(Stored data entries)
##########
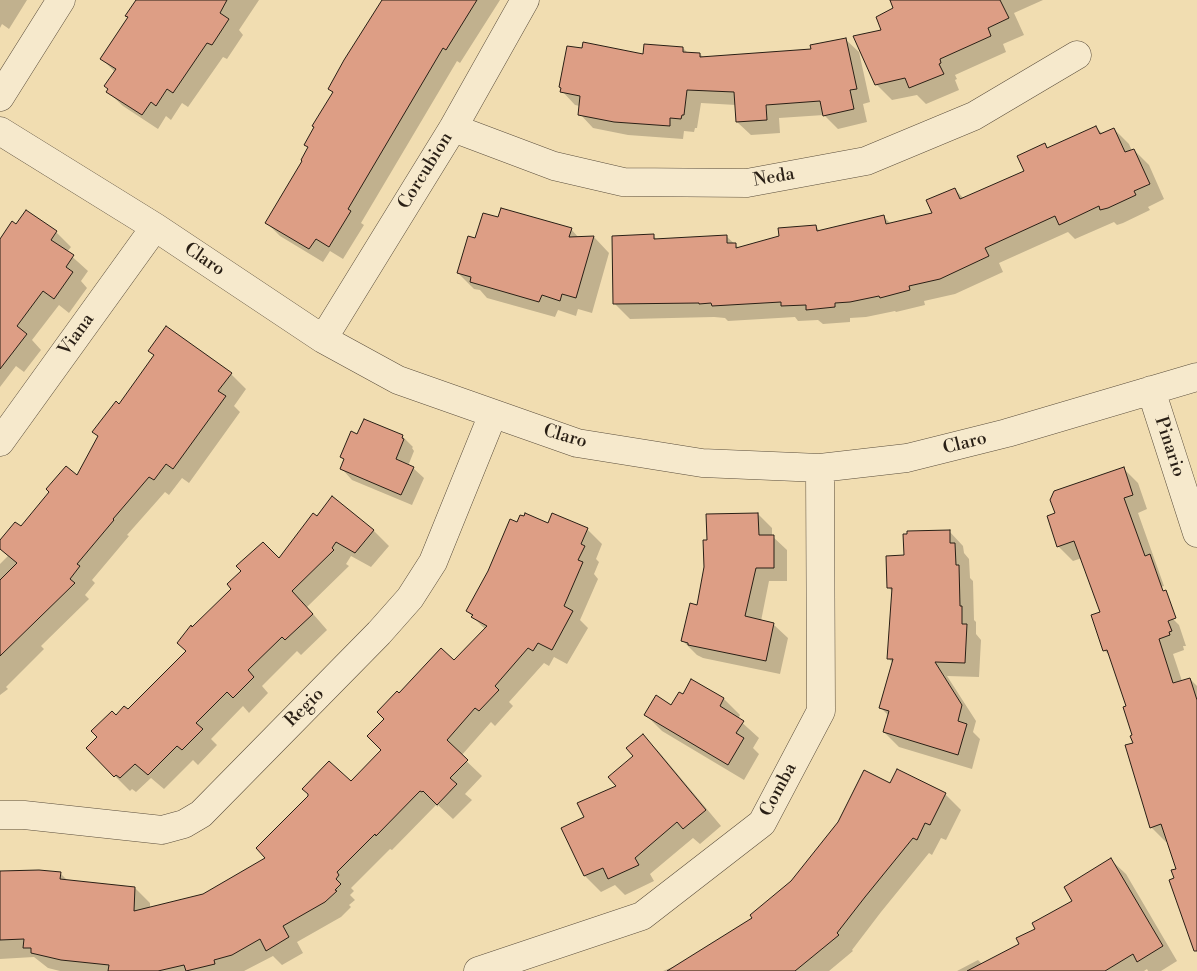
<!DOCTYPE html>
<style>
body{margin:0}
canvas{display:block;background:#f1ddb1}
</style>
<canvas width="1197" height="971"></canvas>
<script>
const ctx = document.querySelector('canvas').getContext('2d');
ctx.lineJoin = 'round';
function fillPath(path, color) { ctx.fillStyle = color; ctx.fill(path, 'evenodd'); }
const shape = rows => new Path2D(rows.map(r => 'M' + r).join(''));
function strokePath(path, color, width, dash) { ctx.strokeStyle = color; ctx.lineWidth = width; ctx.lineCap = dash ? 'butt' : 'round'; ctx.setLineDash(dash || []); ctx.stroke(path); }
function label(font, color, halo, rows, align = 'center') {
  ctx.font = font + ' "Libre Bodoni",serif'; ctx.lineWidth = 5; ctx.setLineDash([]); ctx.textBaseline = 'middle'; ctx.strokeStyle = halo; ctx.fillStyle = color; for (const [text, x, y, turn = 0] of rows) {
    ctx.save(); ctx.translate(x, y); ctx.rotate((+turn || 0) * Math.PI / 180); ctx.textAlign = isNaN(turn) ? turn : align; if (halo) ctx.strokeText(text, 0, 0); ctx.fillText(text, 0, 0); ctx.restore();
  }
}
fillPath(shape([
 [0,0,27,0,9,29,2,24,0,28],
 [137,0,259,0,239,30,243,35,227,59,223,57,188,107,182,103,171,120,166,116,158,129,123,106,108,92,115,72,102,59,129,18],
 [384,0,500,0,460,63,457,61,361,223,364,225,343,259,330,251,323,262,280,236,267,223,304,161,333,93,330,89],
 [898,0,1043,0,1014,13,1024,35,1003,44,1006,52,955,75,957,79,955,80,959,90,926,104,917,95,892,100,876,84,883,31,895,9],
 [845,39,859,52,870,102,863,104,867,122,838,129,824,115,779,118,780,133,751,135,737,122,736,105,701,103,697,128,695,128,694,132,684,131,683,139,628,135,593,128,580,114,580,106,575,105,562,91,644,56,683,48,688,53,700,54,704,58,813,50],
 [1096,128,1103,134,1114,129,1129,144,1132,151,1134,150,1149,165,1164,199,1148,207,1150,210,1123,223,1117,225,1114,222,1075,239,1068,232,999,263,1003,272,955,294,924,301,925,305,896,312,895,311,866,317,850,318,850,322,823,324,818,320,798,321,795,317,728,321,725,318,714,317,630,319,614,303,653,236,658,240,726,236,740,249,816,227,820,231,884,217,891,224,934,214,955,189,964,199,1026,172,1044,145,1049,149],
 [499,219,571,229,579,238,594,237,609,253,592,313,578,309,576,316,558,310,555,317,487,298,480,290,474,289,458,273,476,240],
 [16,226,56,232,71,247,67,252,88,271,81,281,87,288,69,313,59,305,32,340,41,350,24,372,16,366,0,387,0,241],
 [231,374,246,389,234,406,240,412,189,483,182,478,169,495,165,492,127,535,129,536,92,580,95,583,85,595,89,599,41,646,44,649,6,687,8,689,0,695,0,564,8,556,0,548,0,542,21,528,77,477,120,406],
 [358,435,402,436,413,447,412,448,414,451,408,466,413,468,424,478,412,505,352,480,342,469,345,460,342,457],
 [1123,468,1138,483,1147,509,1138,513,1164,586,1132,597,1164,610,1179,625,1186,646,1183,646,1184,650,1173,654,1182,681,1190,679,1197,686,1197,936,1176,879,1177,869,1168,841,1166,842,1151,827,1127,707,1110,656,1105,651,1093,616,1101,613,1082,558,1073,561,1059,547,1048,517,1057,514],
 [332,498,374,531,389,546,371,567,351,556,346,564,349,566,307,607,327,630,301,655,297,651,262,686,268,693,249,713,243,706,211,739,217,745,198,765,193,760,164,789,151,778,136,792,132,789,130,791,87,748,116,717,128,711,187,651,192,628,279,559],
 [758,514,772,528,772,536,787,550,787,581,769,581,761,621,774,625,788,638,780,674,703,658,697,655,683,641,698,606,705,568,708,541],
 [518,523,587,529,602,544,596,559,599,562,594,574,598,579,580,620,588,628,567,664,554,657,549,666,544,663,509,702,513,706,495,726,491,722,461,756,482,776,465,794,472,800,453,819,438,805,438,807,436,805,392,850,390,849,351,888,354,891,350,895,355,900,349,905,351,907,341,917,297,942,303,953,282,965,273,956,244,971,60,971,48,968,34,957,0,959,0,872,60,873,68,881,135,888,150,903,150,908,203,895,268,858,351,782,383,750,385,719,399,695,454,662,485,629,467,611],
 [949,531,963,546,964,553,969,559,970,578,973,581,974,620,976,622,976,634,981,640,979,677,947,676,976,721,973,732,980,739,972,769,899,747,884,732,889,716,881,708,893,663,889,659,893,592,888,587,905,556],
 [692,680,724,699,740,715,738,719,759,738,753,748,759,754,744,780,662,731,646,715,672,706,683,696],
 [643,736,659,752,721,826,700,844,693,838,650,874,654,881,625,895,615,885,601,892,585,876,585,818,618,786,635,756],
 [891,784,945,794,961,810,946,840,941,838,932,855,929,853,881,912,852,950,853,951,829,971,663,971,680,964,754,918],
 [1111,860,1126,874,1177,961,1161,971,1148,971,1147,969,1144,971,957,971,978,960,982,964,1021,944,1036,929,1074,902]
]), '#0003');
const building = shape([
 [136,0,227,0,220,13,229,19,212,45,207,43,173,93,167,89,156,106,151,102,142,115,106,92,108,89,104,86,116,69,100,59,128,17,125,16,136,0],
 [382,0,477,0,446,50,443,48,348,209,351,211,329,247,316,239,309,249,265,223,302,161,301,160,308,147,304,145,314,127,312,126,333,92,328,89,344,60,382,0],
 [890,0,1000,0,1009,18,988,28,991,36,940,59,941,63,939,64,944,74,909,88,905,78,875,85,853,36,881,30,876,17,893,8,890,0],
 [846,38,857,89,850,90,854,109,823,116,820,101,766,105,767,120,736,122,734,92,687,90,684,115,682,115,681,119,670,118,670,126,614,122,578,115,580,96,560,92,561,88,559,87,567,46,582,48,583,42,643,54,644,44,683,47,683,52,700,53,700,57,811,49,810,45,846,38],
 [1096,126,1100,134,1114,128,1125,152,1134,149,1150,184,1134,191,1136,195,1108,208,1100,210,1099,206,1059,225,1055,216,985,248,989,256,940,279,909,286,910,290,880,298,879,296,850,302,835,303,835,307,806,310,806,305,781,306,781,302,712,306,711,303,699,304,699,303,613,304,612,236,654,234,654,239,727,235,727,243,736,243,736,248,779,236,778,228,816,225,817,231,884,215,886,224,932,213,926,200,955,188,960,199,1024,171,1017,156,1045,143,1047,148,1096,126],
 [501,208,572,228,569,237,594,236,576,298,562,294,560,301,542,295,539,302,470,282,471,277,457,273,468,236,475,238,483,213,498,217,501,208],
 [26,210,57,231,51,240,74,255,66,267,73,272,54,299,43,291,17,326,27,334,0,369,0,239,12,221,16,224,26,210],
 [166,326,232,373,218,391,226,396,173,469,166,464,154,480,149,477,113,519,114,520,77,564,80,566,70,579,75,583,0,656,0,580,17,563,0,549,0,540,15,522,21,526,49,492,46,489,66,466,77,475,98,436,92,432,116,401,119,404,154,355,148,351,166,326],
 [364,419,403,435,402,438,404,439,396,459,414,467,401,495,340,469,344,459,340,457,351,431,357,434,364,419],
 [1124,467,1133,495,1124,498,1145,556,1150,554,1163,591,1166,590,1176,618,1168,621,1172,631,1169,632,1170,635,1159,639,1173,683,1190,678,1197,700,1197,951,1194,951,1169,880,1174,878,1171,870,1176,869,1161,824,1150,828,1125,745,1133,743,1130,736,1132,735,1123,707,1126,706,1107,650,1103,651,1091,615,1100,612,1074,541,1057,547,1047,516,1055,513,1050,500,1054,491,1124,467],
 [332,496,374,530,355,553,336,542,332,548,334,550,292,591,313,614,285,640,282,637,248,670,254,677,233,698,227,692,196,723,203,729,182,750,177,746,148,775,135,764,120,778,116,775,114,777,86,748,97,737,91,731,112,711,116,715,124,706,128,709,186,651,177,643,191,625,192,627,231,589,227,584,241,571,236,566,263,542,279,558,313,513,317,516,332,496],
 [525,513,548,523,552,513,588,528,581,544,585,546,578,560,583,562,564,606,573,611,552,650,538,643,533,651,528,648,495,686,499,690,479,711,475,708,447,740,468,760,450,778,457,784,437,805,423,791,422,792,420,791,376,836,375,834,337,872,339,875,336,879,341,884,335,890,337,891,325,902,283,926,289,937,266,951,260,939,232,955,214,960,215,964,186,971,184,965,158,971,108,971,109,965,61,960,31,953,31,948,23,948,24,939,0,940,0,871,39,870,61,872,60,879,135,887,134,911,203,894,265,858,256,848,308,796,308,794,302,789,329,761,351,781,381,750,367,736,384,719,377,712,397,691,399,693,441,648,454,660,487,626,471,617,473,615,466,611,488,571,510,519,517,522,520,515,524,516,525,513],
 [758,513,759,535,774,535,774,568,756,568,745,616,774,623,766,661,688,645,688,643,681,641,690,603,697,605,704,567,703,540,707,540,706,514,758,513],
 [950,530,950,543,955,543,956,565,959,565,960,606,962,606,962,624,967,624,965,663,935,662,962,705,958,721,967,724,958,755,883,732,889,711,879,708,893,659,887,659,892,588,887,588,886,556,904,555,903,534,907,534,907,531,950,530],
 [691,679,724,698,720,706,744,721,736,733,744,738,728,765,644,715,656,695,671,705,679,692,683,694,691,679],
 [643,734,706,810,683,829,677,822,635,858,639,865,608,879,603,868,584,876,561,828,584,817,577,803,616,786,608,777,633,756,626,748,643,734],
 [897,769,946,793,930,825,925,823,917,840,913,838,865,897,837,933,839,935,795,971,667,971,752,918,750,915,791,881,838,822,864,770,890,783,897,769],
 [1111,858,1163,946,1137,962,1133,954,1105,971,967,971,1019,944,1016,938,1035,929,1032,923,1072,901,1064,887,1111,858]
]);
fillPath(building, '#dd9e85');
strokePath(building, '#291f15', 1);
const street = shape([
 [0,97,61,0],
 [453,128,554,166,623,182,747,183,866,161,974,116,1077,55],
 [0,131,155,227,323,339,398,380,577,443,702,463,820,468,907,458,1007,433,1197,377],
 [323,339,453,128,525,0],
 [1151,390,1197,533],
 [0,442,155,227],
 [0,815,24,815,162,830,184,824,201,814,379,633,410,598,433,562,493,414],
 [478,971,642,916,762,823,821,711,820,468]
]);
strokePath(street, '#5b4e3c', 29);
strokePath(street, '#f6e9cc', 28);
label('18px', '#291f15', '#f6e9cc', [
 ["Corcubion",426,171,-58],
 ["Neda",774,178,-10],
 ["Claro",204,260,34],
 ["Viana",77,335,-54],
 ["Claro",565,437,16],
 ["Claro",965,444,-14],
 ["Pinario",1169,447,72],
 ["Regio",305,708,-45],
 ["Comba",779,790,-62]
]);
</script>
##########
▶ **WORK ORDER**:
When you transcribe the entries above, begin at their first line, end with the line containing "function label(font, color, halo, rows, align", and copy each line exactly without any picture.

▶ **RESULT FOR THIS TASK**:
<!DOCTYPE html>
<style>
body{margin:0}
canvas{display:block;background:#f1ddb1}
</style>
<canvas width="1197" height="971"></canvas>
<script>
const ctx = document.querySelector('canvas').getContext('2d');
ctx.lineJoin = 'round';
function fillPath(path, color) { ctx.fillStyle = color; ctx.fill(path, 'evenodd'); }
const shape = rows => new Path2D(rows.map(r => 'M' + r).join(''));
function strokePath(path, color, width, dash) { ctx.strokeStyle = color; ctx.lineWidth = width; ctx.lineCap = dash ? 'butt' : 'round'; ctx.setLineDash(dash || []); ctx.stroke(path); }
function label(font, color, halo, rows, align = 'center') {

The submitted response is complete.